[Stored data entries]
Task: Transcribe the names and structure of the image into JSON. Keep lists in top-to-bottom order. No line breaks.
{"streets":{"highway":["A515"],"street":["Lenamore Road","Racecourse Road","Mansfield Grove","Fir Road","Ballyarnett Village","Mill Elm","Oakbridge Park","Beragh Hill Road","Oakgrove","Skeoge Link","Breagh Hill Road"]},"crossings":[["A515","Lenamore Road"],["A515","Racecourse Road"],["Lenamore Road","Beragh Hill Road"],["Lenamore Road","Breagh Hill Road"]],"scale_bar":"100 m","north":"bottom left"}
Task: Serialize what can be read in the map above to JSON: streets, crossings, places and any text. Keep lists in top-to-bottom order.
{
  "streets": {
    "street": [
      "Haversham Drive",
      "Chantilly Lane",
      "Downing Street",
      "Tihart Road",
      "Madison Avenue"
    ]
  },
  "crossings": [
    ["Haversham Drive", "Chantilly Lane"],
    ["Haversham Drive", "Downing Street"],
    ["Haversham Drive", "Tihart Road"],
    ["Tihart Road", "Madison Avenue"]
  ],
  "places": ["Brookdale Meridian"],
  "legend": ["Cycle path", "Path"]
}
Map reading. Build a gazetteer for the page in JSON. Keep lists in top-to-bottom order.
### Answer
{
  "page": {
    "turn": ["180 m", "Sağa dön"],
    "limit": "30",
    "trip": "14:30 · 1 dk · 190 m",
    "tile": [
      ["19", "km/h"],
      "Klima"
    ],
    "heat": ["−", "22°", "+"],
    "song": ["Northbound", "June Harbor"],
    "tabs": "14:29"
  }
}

▶ [Work to be completed]:
Restate every record verbatim.

▶ [Task response]:
Task: Transcribe the names and structure of the image into JSON. Keep lists in top-to-bottom order. No line breaks.
{"streets":{"highway":["A515"],"street":["Lenamore Road","Racecourse Road","Mansfield Grove","Fir Road","Ballyarnett Village","Mill Elm","Oakbridge Park","Beragh Hill Road","Oakgrove","Skeoge Link","Breagh Hill Road"]},"crossings":[["A515","Lenamore Road"],["A515","Racecourse Road"],["Lenamore Road","Beragh Hill Road"],["Lenamore Road","Breagh Hill Road"]],"scale_bar":"100 m","north":"bottom left"}
Task: Serialize what can be read in the map above to JSON: streets, crossings, places and any text. Keep lists in top-to-bottom order.
{
  "streets": {
    "street": [
      "Haversham Drive",
      "Chantilly Lane",
      "Downing Street",
      "Tihart Road",
      "Madison Avenue"
    ]
  },
  "crossings": [
    ["Haversham Drive", "Chantilly Lane"],
    ["Haversham Drive", "Downing Street"],
    ["Haversham Drive", "Tihart Road"],
    ["Tihart Road", "Madison Avenue"]
  ],
  "places": ["Brookdale Meridian"],
  "legend": ["Cycle path", "Path"]
}
Map reading. Build a gazetteer for the page in JSON. Keep lists in top-to-bottom order.
### Answer
{
  "page": {
    "turn": ["180 m", "Sağa dön"],
    "limit": "30",
    "trip": "14:30 · 1 dk · 190 m",
    "tile": [
      ["19", "km/h"],
      "Klima"
    ],
    "heat": ["−", "22°", "+"],
    "song": ["Northbound", "June Harbor"],
    "tabs": "14:29"
  }
}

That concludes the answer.